At my house, I’ve received 3.9 inches (9.9 cm) of precip since Oct. 1, which is dead on the long term average to within the measurement error on my backyard gauge. My precip has largely come in two wet spells, one in October and a two week stretch in December when the storm track inexplicably dropped down on top of us. For a La Niña year, when odds favor dry, I’d say an average first six months counts as excellent news.
But it’s clear that won’t sell. Luis Villa last night pointed to an excellent talk by the ‘net scholar danah boyd about fear and the attention economy. The “attention economy” is the notion that all these ideas are flying about the ‘net in tremendous volume, with eyeballs as the currency, and fear sells. So if I were to try to get your attention using fear attention economy tactics, I might show you something like this:
That’s percent of normal March precip via the Weather Service’s Advanced Hydrologic Prediction Service. Check out the color scheme. These folks get the fear economy.
Or this, which is NRCS snowpack data above Lake Powell (essentially the whole Upper Colorado Basin) as assembled and shared by the NWS Colorado Basin River Forecast Center. The fear economy tactics are a bit more subtle, but see that diving green line? That’s snowpack dropping a month early. Normally during March it goes up. This year it has not. I check this every day and it scares me and makes we want to check it again tomorrow. The fear attention economy in action.

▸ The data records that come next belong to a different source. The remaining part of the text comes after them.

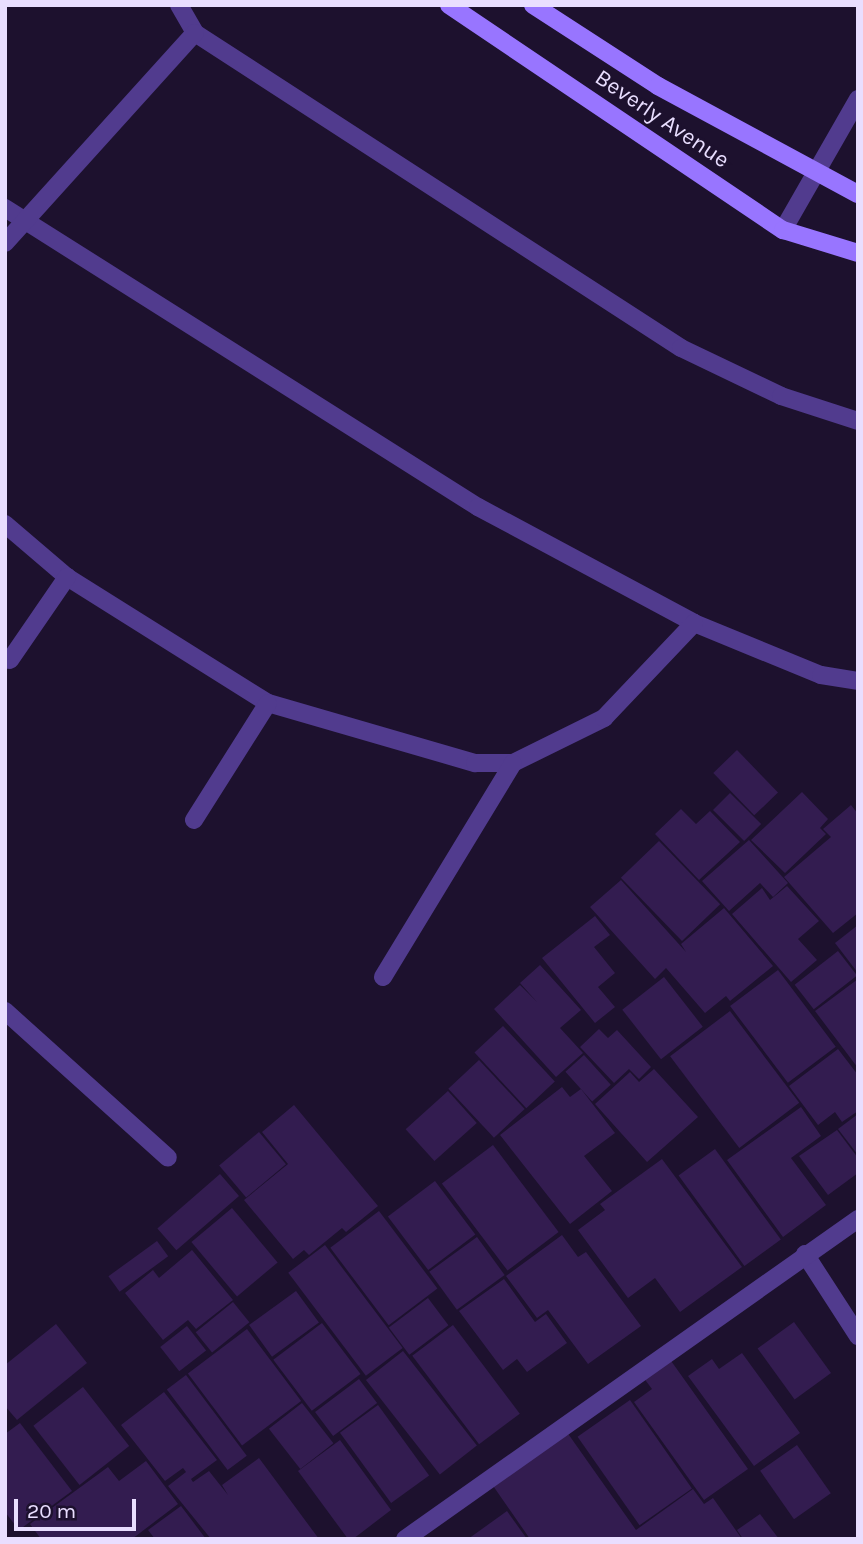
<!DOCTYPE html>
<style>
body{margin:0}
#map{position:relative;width:863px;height:1544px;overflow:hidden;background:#1d112e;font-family:Karla,sans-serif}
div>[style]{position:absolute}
.building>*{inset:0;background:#331c50;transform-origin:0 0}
.lane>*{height:18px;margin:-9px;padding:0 9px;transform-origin:9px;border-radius:9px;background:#513b8e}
.street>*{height:18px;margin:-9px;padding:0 9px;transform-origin:9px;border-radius:9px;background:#513b8e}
.secondary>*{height:18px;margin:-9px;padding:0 9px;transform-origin:9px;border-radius:9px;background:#9875ff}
span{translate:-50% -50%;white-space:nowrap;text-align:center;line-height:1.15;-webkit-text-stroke:5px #1d112e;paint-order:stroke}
.street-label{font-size:23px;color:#e9deff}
.frame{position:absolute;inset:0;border:7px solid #e9deff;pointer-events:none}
.scale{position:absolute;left:14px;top:1499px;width:122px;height:32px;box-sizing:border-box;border:4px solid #e9deff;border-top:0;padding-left:9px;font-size:21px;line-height:24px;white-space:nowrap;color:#e9deff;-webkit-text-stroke:5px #1d112e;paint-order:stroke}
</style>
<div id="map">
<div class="building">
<div style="left:737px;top:750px;width:59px;height:33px;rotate:46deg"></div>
<div style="clip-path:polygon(802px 792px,828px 819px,820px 828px,826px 834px,785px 873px,751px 840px)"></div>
<div style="left:730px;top:793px;width:44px;height:24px;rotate:45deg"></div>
<div style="clip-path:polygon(851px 805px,858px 814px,858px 913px,833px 933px,784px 877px,831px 837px,823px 829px)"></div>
<div style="clip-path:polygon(681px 809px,696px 824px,710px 811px,740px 842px,699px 880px,655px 834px)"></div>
<div style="clip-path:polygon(749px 840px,788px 883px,773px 897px,760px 883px,729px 911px,702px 881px)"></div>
<div style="left:659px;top:841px;width:88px;height:53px;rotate:46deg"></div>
<div style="clip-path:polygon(621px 880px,686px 952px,681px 944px,724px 908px,773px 966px,730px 1001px,726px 996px,705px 1013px,666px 968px,655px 979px,590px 907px)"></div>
<div style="clip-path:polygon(787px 886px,819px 921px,798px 939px,817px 960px,791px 982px,732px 914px,762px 888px,770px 900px)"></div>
<div style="clip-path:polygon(595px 916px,610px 935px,594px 947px,615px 973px,598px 987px,615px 1007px,595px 1023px,542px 958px)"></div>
<div style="clip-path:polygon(858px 925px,858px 973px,835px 943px)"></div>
<div style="left:838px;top:951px;width:31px;height:55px;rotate:52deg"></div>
<div style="clip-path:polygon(540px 965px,581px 1010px,560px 1028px,583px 1053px,556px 1077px,494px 1009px,520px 985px,537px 1002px,520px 983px)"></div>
<div style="left:778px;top:970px;width:96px;height:60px;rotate:53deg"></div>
<div style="left:664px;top:977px;width:63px;height:53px;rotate:52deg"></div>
<div style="clip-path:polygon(858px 979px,858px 1068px,815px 1011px)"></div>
<div style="left:730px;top:1011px;width:115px;height:75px;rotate:53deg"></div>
<div style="left:503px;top:1026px;width:76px;height:39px;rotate:47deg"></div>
<div style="clip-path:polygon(599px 1029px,608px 1038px,617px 1030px,651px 1067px,639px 1079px,629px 1069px,614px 1083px,580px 1047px)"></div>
<div style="clip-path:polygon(838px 1049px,858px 1075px,858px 1111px,842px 1122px,835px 1112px,818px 1125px,789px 1086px)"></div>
<div style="left:584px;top:1055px;width:40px;height:25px;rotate:48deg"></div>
<div style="left:479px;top:1060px;width:67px;height:42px;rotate:47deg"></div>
<div style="clip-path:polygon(654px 1069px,698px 1117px,647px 1162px,595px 1104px,630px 1072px,639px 1082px)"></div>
<div style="clip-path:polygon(562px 1087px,570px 1097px,581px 1089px,615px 1133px,584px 1156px,612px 1191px,570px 1224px,500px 1135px)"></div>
<div style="left:448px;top:1091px;width:43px;height:57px;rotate:48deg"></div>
<div style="clip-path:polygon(294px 1105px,378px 1206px,346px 1232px,342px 1228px,309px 1255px,304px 1250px,293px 1259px,244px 1200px,288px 1164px,262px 1132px)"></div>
<div style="clip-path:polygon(801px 1107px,821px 1136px,791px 1158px,826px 1205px,783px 1237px,727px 1160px)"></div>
<div style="clip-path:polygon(858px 1114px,858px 1155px,838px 1129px)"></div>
<div style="clip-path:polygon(837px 1130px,858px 1158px,858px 1173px,828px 1195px,799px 1156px)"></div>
<div style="left:259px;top:1132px;width:42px;height:52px;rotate:50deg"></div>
<div style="left:493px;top:1145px;width:109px;height:64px;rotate:53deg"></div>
<div style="left:715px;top:1149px;width:112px;height:45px;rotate:54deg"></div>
<div style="clip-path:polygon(662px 1159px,742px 1267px,680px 1312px,655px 1278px,628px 1298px,578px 1230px,605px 1210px,600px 1204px)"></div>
<div style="left:220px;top:1174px;width:29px;height:83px;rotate:49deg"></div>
<div style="left:435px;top:1181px;width:67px;height:59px;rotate:53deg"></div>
<div style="left:232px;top:1208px;width:71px;height:53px;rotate:50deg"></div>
<div style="left:379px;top:1211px;width:97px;height:61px;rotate:53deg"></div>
<div style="clip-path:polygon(562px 1235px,578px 1257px,586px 1252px,641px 1326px,588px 1364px,548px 1310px,537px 1318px,506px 1276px)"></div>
<div style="left:477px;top:1237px;width:47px;height:59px;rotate:54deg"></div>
<div style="left:157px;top:1241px;width:19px;height:60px;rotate:54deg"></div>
<div style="left:325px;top:1245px;width:129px;height:46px;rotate:53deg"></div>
<div style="clip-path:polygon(192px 1250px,233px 1300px,196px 1329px,188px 1320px,163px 1340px,125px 1293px,153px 1270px,159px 1278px)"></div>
<div style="clip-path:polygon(504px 1279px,535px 1322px,546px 1314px,567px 1343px,527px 1372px,517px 1359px,503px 1370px,459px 1311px)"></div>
<div style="left:296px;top:1291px;width:39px;height:58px;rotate:54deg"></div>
<div style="left:428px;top:1298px;width:34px;height:49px;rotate:53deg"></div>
<div style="left:233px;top:1302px;width:26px;height:48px;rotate:51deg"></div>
<div style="left:794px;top:1322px;width:63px;height:45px;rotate:54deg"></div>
<div style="left:322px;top:1323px;width:64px;height:61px;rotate:53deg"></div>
<div style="clip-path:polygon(56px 1324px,87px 1363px,17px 1420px,5px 1406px,5px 1365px)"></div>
<div style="left:453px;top:1325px;width:111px;height:51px;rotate:53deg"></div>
<div style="left:187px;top:1326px;width:31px;height:34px;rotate:52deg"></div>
<div style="left:247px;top:1329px;width:90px;height:74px;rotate:53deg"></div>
<div style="left:403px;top:1351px;width:120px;height:47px;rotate:52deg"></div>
<div style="clip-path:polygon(742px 1353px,800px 1433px,754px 1466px,688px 1376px,712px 1359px,719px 1369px)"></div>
<div style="clip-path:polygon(669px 1358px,748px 1469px,704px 1500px,634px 1402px,652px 1389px,643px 1377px)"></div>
<div style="left:186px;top:1375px;width:101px;height:24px;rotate:53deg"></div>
<div style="left:359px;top:1379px;width:30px;height:55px;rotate:53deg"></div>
<div style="left:83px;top:1387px;width:75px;height:63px;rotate:52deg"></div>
<div style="clip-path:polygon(164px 1392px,217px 1460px,191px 1479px,193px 1482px,209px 1471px,228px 1495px,222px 1485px,259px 1458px,319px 1539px,211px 1539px,168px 1486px,186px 1472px,183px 1468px,165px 1481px,121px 1425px)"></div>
<div style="left:630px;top:1400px;width:108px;height:64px;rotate:55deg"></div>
<div style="left:302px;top:1403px;width:51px;height:42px;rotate:52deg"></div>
<div style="left:378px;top:1405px;width:87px;height:47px;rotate:54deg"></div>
<div style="clip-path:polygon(20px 1423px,72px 1491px,19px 1530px,5px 1512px,5px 1434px)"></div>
<div style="clip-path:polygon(564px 1428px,636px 1530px,693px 1489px,704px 1504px,713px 1498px,742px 1539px,530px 1539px,489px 1480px)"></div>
<div style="clip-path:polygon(340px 1440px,391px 1510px,353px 1539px,348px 1539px,298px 1471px)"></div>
<div style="left:797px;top:1445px;width:59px;height:45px;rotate:55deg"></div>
<div style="clip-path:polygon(146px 1461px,178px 1504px,132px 1539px,41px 1539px,30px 1524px,108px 1467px,119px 1481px)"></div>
<div style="clip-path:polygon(181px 1506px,206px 1539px,155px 1539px,148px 1530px)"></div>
<div style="clip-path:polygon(507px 1511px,527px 1539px,468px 1539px)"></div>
<div style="clip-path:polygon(760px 1514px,779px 1539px,743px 1539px,737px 1530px)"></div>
</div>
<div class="lane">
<div style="left:805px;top:1254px;width:98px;rotate:57.1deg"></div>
</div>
<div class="street">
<div style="left:179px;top:5px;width:32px;rotate:60deg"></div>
<div style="left:195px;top:33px;width:579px;rotate:32.95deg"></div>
<div style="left:681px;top:348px;width:111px;rotate:25.6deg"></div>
<div style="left:781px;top:396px;width:81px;rotate:18deg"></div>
<div style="left:5px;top:208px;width:560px;rotate:32.3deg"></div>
<div style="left:478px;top:507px;width:245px;rotate:28.2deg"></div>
<div style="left:694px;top:623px;width:137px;rotate:22.3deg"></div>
<div style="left:821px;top:675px;width:37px;rotate:9deg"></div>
<div style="left:783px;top:230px;width:151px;rotate:-60.2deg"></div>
<div style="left:5px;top:243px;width:283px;rotate:-47.9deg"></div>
<div style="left:5px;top:524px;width:82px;rotate:40.5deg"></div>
<div style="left:67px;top:577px;width:237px;rotate:32.1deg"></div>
<div style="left:268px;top:703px;width:216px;rotate:16.2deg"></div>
<div style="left:475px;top:763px;width:38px"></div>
<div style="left:513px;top:763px;width:102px;rotate:-26.3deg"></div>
<div style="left:604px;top:718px;width:131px;rotate:-46.5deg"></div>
<div style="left:10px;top:660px;width:101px;rotate:-55.5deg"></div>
<div style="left:194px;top:820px;width:138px;rotate:-57.7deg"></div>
<div style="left:383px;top:977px;width:250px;rotate:-58.7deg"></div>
<div style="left:5px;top:1011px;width:219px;rotate:42deg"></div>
<div style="left:405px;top:1539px;width:555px;rotate:-35.24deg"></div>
</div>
<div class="secondary">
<div style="left:449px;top:5px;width:403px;rotate:34deg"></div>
<div style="left:783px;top:230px;width:78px;rotate:17deg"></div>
<div style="left:533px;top:5px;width:149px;rotate:32.9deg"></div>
<div style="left:658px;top:86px;width:227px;rotate:28.4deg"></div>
</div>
<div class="street-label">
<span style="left:662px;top:119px;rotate:34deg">Beverly Avenue</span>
</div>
<div class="frame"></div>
<div class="scale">20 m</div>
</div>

Or less fearfully, Lake Mead’s currently up 33 feet from last year at this time, because some years are wet while others are dry, and during those wet years we spend some of our water filling the reservoirs so we have water to use when it gets dry. (Note that I had a hard time finding a non-fearful picture here, because even those from my latest visit to Lake Mead last December still show a big bathtub ring despite the rising levels.)